The story of Abigail and John Adams is as much a romance as it is a lively chapter in the early history of this country. The marriage of the second president and first lady is one of the most extraordinary examples of passion and endurance that this country has ever witnessed. And it is a drama peopled with a pantheon of eighteenth-century stars: George and Martha Washington, Thomas Jefferson, his daughter Patsy, Ben Franklin, and Mercy Otis Warren.
Abigail and John were a uniquely compatible duo, and in their remarkable union we can see the strength of a people determined to achieve full independence in the face of daunting odds. Yet while much has been written about each as an individual, Abigail and John provides, for the first time, the captivating story of their dedication and sacrifice that helped usher in the founding of our country, a time that fascinates us still.

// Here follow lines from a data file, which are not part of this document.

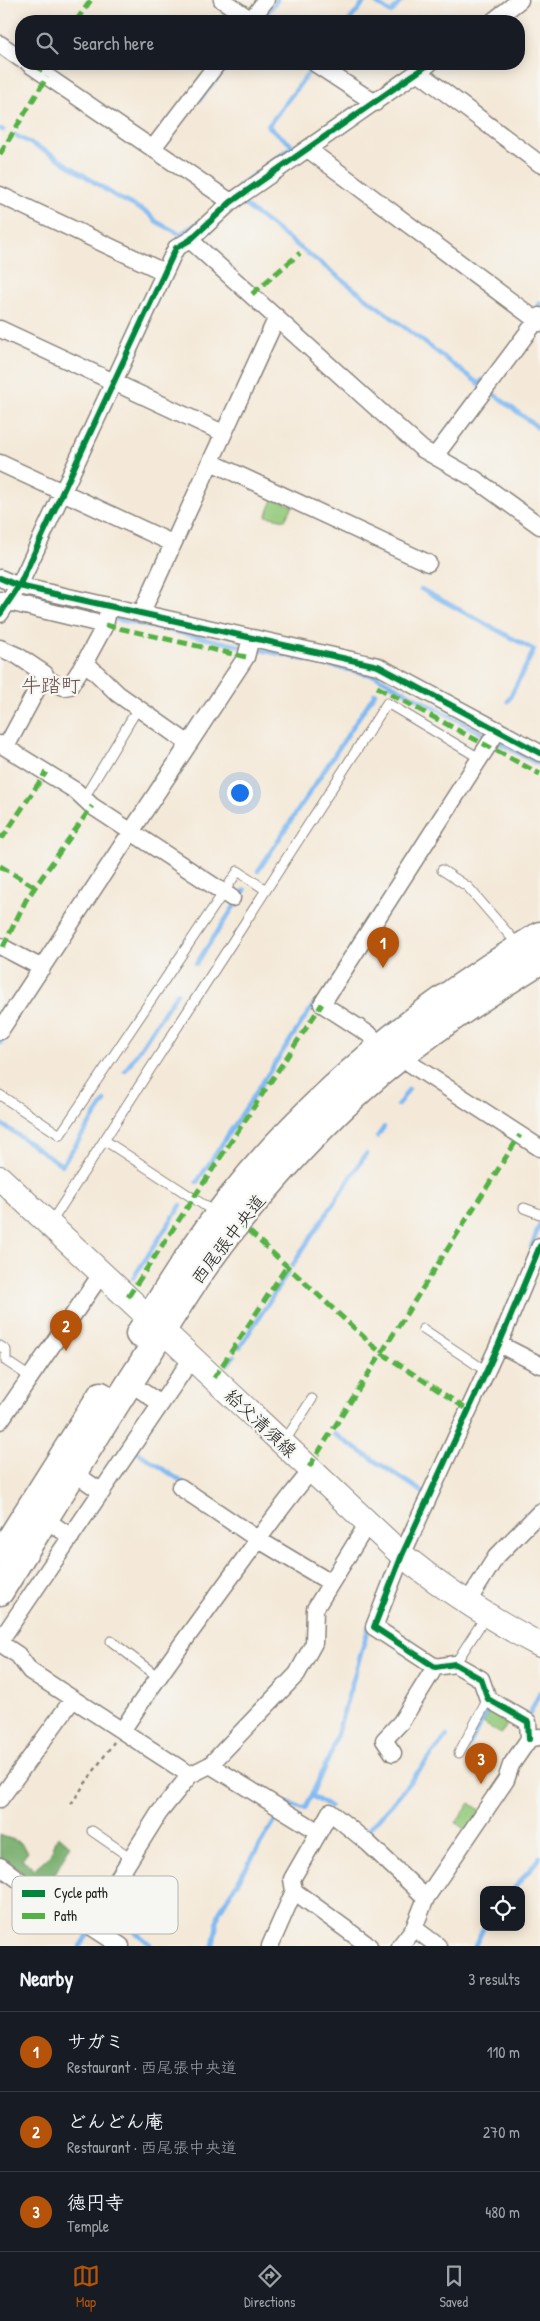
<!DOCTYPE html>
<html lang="en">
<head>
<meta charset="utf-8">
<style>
  body { margin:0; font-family:"Patrick Hand","Klee One",sans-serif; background:#242831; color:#f1f3f6 }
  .controls { position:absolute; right:15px; bottom:15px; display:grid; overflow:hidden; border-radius:10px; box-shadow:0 2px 12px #0003 }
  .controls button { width:45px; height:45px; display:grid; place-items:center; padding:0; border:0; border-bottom:1px solid #363941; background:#171b24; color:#f1f3f6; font:25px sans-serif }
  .you { position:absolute; left:239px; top:792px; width:18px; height:18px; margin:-12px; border:4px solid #fff; border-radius:50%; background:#1a73e8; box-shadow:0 0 0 8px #1a73e833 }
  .badge { display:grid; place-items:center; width:32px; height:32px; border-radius:50%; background:#b45309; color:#fff; font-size:16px; font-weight:700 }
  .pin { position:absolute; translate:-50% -41px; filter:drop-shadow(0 1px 2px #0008) }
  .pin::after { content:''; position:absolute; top:26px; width:18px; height:15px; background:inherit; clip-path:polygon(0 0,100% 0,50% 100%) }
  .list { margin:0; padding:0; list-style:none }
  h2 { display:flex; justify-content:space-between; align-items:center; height:65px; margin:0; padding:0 20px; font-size:21px }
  h2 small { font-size:16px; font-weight:400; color:#9ea1a6 }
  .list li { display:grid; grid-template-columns:32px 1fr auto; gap:15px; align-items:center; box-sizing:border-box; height:80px; padding:0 20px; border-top:1px solid #363941 }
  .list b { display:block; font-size:19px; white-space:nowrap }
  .list p { margin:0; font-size:16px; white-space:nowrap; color:#9ea1a6 }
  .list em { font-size:16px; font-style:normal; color:#9ea1a6 }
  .icon { flex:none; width:28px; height:28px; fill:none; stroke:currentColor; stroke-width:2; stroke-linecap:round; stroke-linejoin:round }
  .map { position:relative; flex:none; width:540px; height:1946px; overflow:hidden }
  .search { position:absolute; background:#171b24; box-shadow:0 2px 12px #0003; left:15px; right:15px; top:15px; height:55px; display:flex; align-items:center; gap:12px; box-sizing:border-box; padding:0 18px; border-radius:20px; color:#9ea1a6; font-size:19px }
  .sheet { height:305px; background:#171b24 }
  nav { display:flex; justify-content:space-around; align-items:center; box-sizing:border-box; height:70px; border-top:1px solid #363941; background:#171b24; font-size:14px; color:#9ea1a6 }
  nav a { display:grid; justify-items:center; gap:2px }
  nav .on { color:#b45309 }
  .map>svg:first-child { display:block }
</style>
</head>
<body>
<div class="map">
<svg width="540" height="1946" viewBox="0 0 540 1946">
  <rect width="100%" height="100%" fill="#f6f6f2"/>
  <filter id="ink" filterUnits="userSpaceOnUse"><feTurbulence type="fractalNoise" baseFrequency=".02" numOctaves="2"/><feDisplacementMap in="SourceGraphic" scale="10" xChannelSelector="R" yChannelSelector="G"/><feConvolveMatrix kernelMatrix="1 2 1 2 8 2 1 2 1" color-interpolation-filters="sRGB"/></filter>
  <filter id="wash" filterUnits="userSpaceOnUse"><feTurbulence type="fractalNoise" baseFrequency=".0096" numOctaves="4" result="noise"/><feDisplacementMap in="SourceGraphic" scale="20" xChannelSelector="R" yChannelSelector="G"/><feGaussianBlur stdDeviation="1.12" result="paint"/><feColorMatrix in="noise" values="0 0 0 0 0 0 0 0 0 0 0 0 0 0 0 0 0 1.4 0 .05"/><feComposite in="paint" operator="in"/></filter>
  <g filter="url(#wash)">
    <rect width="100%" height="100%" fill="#f4e9d8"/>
    <path fill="#94ca7c" stroke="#58734c" d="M274 498 293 506 285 520 266 516Z
      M493 1709 510 1720 501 1734 483 1723 490 1710Z
      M470 1803 481 1811 467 1831 456 1823Z"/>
    <path fill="#77ae6c" stroke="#4a6544" d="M0 1835C11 1840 21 1839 28 1852L22 1860 34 1869 50 1855 57 1837H61L70 1845C62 1861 55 1875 45 1889L0 1857Z"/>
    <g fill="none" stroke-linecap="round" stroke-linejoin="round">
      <path stroke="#81baf2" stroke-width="4.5" d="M372 0 391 13 402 0
        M267 14 277 0
        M349 21 366 0
        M200 99 228 64
        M0 129 3 130
        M15 135 53 155 117 197 148 213 157 222 180 234 198 223
        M239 186 293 146 268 126 311 70
        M243 204 479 384 482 380
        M537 307 540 303
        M491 392 540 429
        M421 589 534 650 508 701
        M111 618 245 647
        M253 648 376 676 489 737
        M496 741 540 765
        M258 871 375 693
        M196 964 245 890
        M0 1043 6 1034
        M125 1071 177 993
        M398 1105 409 1089
        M0 1123 62 1165 105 1101
        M377 1137 384 1127
        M197 1182 314 1004
        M531 1247 540 1224
        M292 1266 366 1154
        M133 1278 181 1205
        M240 1347 288 1272
        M228 1364 234 1356
        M334 1434 424 1493
        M136 1451 184 1483
        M528 1717 540 1692
        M467 1749 490 1706 492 1707
        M312 1796 330 1807
        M286 1803 305 1809 332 1751 369 1626
        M363 1830 366 1832 391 1805 447 1736
        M513 1890 540 1857
        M107 1909 150 1944
        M80 1946 88 1934
        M213 1946 219 1912 279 1814
        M475 1946 484 1927"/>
    </g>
  </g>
  <g filter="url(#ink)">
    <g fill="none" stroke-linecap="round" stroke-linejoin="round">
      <defs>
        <path id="service" d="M84 798 138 708
          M442 870 468 887 518 945
          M0 1095 60 1135 238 871 266 890
          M104 1140 216 1213
          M524 1208 540 1214
          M50 1224 387 703 481 759
          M423 1329 486 1371
          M0 1346 6 1350V1361L30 1377
          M284 1442 312 1399
          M111 1641 157 1676
          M455 1664 486 1616
          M459 1753 488 1699
          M92 1831 131 1858"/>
        <path id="minor" d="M222 0 253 21
          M250 21 266 0
          M493 21 520 0
          M0 44 21 59
          M29 64 231 202
          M316 64 375 103
          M418 72 540 164
          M153 148 217 64
          M309 150 540 323
          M0 195 164 272
          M190 240 422 449 475 479 540 526
          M0 329 223 433
          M435 456 540 316
          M211 462 428 563
          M0 463 172 543
          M0 578 19 586 378 666 540 753
          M0 600 105 625
          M109 606 105 625 85 662 118 694 189 744
          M0 614 19 586 176 248 190 240 231 202 429 64
          M141 614 277 317
          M0 648 18 656 45 674 43 678 64 687 70 686 85 662
          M0 744 76 791 92 806 232 898
          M6 747 43 678
          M0 946 42 968
          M0 1031 246 657 251 638
          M381 1046 370 1035 322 1004 498 730
          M400 1057 540 1148
          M499 1344 540 1365
          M130 1383 161 1404
          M0 1421 102 1273
          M74 1473 102 1492
          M180 1487 259 1540 331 1583
          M45 1519 71 1537
          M467 1603 496 1557 540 1512
          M0 1641 192 1358
          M0 1643 18 1655 30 1671 190 1775
          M122 1731C158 1675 197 1623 236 1570 261 1536 284 1502 312 1470
          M529 1739 528 1722 488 1699 481 1679 455 1664 435 1667 374 1627 402 1555 499 1344 540 1246
          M393 1753 384 1740 401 1722 435 1667
          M210 1765 319 1832 330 1812 368 1843 426 1898
          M0 1799 73 1699
          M0 1866 19 1880 121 1946
          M294 1891 369 1946
          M89 1925 159 1813 190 1775 210 1765 297 1674 314 1643 315 1609 368 1523
          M414 1928 438 1946
          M270 1946 294 1891 292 1879 319 1832
          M400 1946 414 1928 426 1898 506 1780 511 1765 529 1739 539 1737"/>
        <path id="secondary" d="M0 1178 402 1555C445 1590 491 1619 540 1645"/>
        <path id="primary" d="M139 1334C168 1288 196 1242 230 1199 314 1092 424 1005 540 935
          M0 1555 101 1395
          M0 1592C47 1516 94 1438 143 1362 173 1314 202 1266 238 1222 286 1163 340 1104 400 1057 445 1021 492 991 540 961"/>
      </defs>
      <use href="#service" stroke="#88827a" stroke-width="11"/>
      <use href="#minor" stroke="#88827a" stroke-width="19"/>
      <use href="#secondary" stroke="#88827a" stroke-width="26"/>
      <use href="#primary" stroke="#88827a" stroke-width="29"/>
      <path stroke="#88827a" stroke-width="2.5" stroke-dasharray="4 4" stroke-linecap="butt" d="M71 1804 114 1742"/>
      <use href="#service" stroke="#fff" stroke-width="9"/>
      <use href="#minor" stroke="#fff" stroke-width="16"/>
      <use href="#secondary" stroke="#fff" stroke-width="24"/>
      <use href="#primary" stroke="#fff" stroke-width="26"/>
      <path stroke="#55b145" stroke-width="5" stroke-dasharray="10 5" stroke-linecap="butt" d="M76 21 91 0
        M39 71 45 64
        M0 154 47 77
        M252 294 300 253
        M105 625 246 657
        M377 687 540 774
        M0 836 3 837 46 772
        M0 866 35 887
        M3 947 26 900 92 806
        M238 1221 380 1352 468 1410
        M128 1297 322 1004
        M214 1378 287 1266
        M309 1467 520 1135"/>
      <defs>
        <path id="cycleway" d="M0 578 19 586 378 666 540 753
          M0 614 19 586 176 248 190 240 231 202 429 64
          M529 1739 528 1722 488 1699 481 1679 455 1664 435 1667 374 1627 402 1555 499 1344 540 1246"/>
      </defs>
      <use href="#cycleway" stroke="#f6f6f2" stroke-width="9"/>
      <use href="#cycleway" stroke="#00873e" stroke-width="6"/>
    </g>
  </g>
  <g text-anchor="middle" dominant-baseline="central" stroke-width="4.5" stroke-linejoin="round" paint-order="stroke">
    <g font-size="18" fill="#1c1c1c" stroke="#f6f6f2">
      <text transform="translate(228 1239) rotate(-52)">西尾張中央道</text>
      <text transform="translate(261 1423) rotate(43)">給父清須線</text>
    </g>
    <g font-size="20" fill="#68504c" stroke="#f6f6f2">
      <text x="51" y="684">牛踏町</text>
    </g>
  </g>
  <rect x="12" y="1876" width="166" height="58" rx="8" fill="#f6f6f2" stroke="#b5b5b2" stroke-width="1"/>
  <rect x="22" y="1890" width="23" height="7" fill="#00873e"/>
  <rect x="22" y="1913" width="23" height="6" fill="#55b145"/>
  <g font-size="14" fill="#1c1c1c">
    <text x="54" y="1898">Cycle path</text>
    <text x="54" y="1921">Path</text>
  </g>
</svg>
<div class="controls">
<button><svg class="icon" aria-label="locate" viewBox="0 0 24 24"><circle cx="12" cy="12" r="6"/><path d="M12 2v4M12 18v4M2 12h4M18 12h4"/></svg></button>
</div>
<div class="you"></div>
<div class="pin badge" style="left:383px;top:968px">1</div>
<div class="pin badge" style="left:66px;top:1351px">2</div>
<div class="pin badge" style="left:481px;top:1784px">3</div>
<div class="search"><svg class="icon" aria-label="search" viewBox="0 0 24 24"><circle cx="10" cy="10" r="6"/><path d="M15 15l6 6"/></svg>Search here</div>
</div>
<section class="sheet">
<h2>Nearby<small>3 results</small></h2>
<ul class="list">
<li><span class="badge">1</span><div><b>サガミ</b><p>Restaurant · 西尾張中央道</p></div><em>110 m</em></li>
<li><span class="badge">2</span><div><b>どんどん庵</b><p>Restaurant · 西尾張中央道</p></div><em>270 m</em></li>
<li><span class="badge">3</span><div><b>徳円寺</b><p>Temple</p></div><em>480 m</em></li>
</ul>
</section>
<nav>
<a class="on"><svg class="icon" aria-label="map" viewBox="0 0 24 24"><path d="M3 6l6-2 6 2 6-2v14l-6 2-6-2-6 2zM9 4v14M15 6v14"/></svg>Map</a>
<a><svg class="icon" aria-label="directions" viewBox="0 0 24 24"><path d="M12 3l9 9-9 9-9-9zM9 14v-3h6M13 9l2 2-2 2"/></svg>Directions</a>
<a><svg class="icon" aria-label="saved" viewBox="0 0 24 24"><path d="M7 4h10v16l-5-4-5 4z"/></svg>Saved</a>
</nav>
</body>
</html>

Married in 1764 by Abigail's reverend father, the young couple worked side by side for a decade, raising a family while John's status as one of the most prosperous, respected lawyers in Massachusetts grew. As his duties within the new republic expanded, the Adamses endured a long period of sporadic separations. But their loyalty and love kept their bond firm across the distance, as is evident in their tender letters. It's in this correspondence that Abigail comes into her own as a woman of politics, offering words of advice and encouragement to a husband whose absences were crucial to the independence they both cherished. And it's also in these exchanges that they worked through the familial tragedies that tested them: the death of their son Charles from alcoholism and the impoverishment and early death of their daughter Nabby.
Through its fifty-four years, the union of John and Abigail Adams was based on mutual respect and ambition, intellect and equality, that went far beyond the conventional bond. Abigail and John is an inspirational portrait of a couple who endured the turmoil and trials of a revolution, and in so doing paved the way for the birth of a nation.
There have been numerous biographies, scholarly works, and even novels on the lives of both John Adams, the second President of the United States, and his wife, Abigail. However, few of these works treat the Adamses fully as a couple, struggling together to make it through revolutionary times. Gelles is no stranger to Abigail Adams, having previously written Abigail Adams: A Writing Life and Portia: The World of Abigail Adams. But what is most striking about her latest work is not only that it treats the two formative founding figures together but that it reads much like fiction. Gelles culled her research from the couple's letters, using their words to tell the story of their marriage. By intertwining the stories of John and Abigail, Gelles re-creates the world of revolutionary Boston and New England with marked success. She also reminds us that while the founding of the United States may have been a male enterprise, women were also involved, though their influence was private. Recommended for both lay readers and scholars.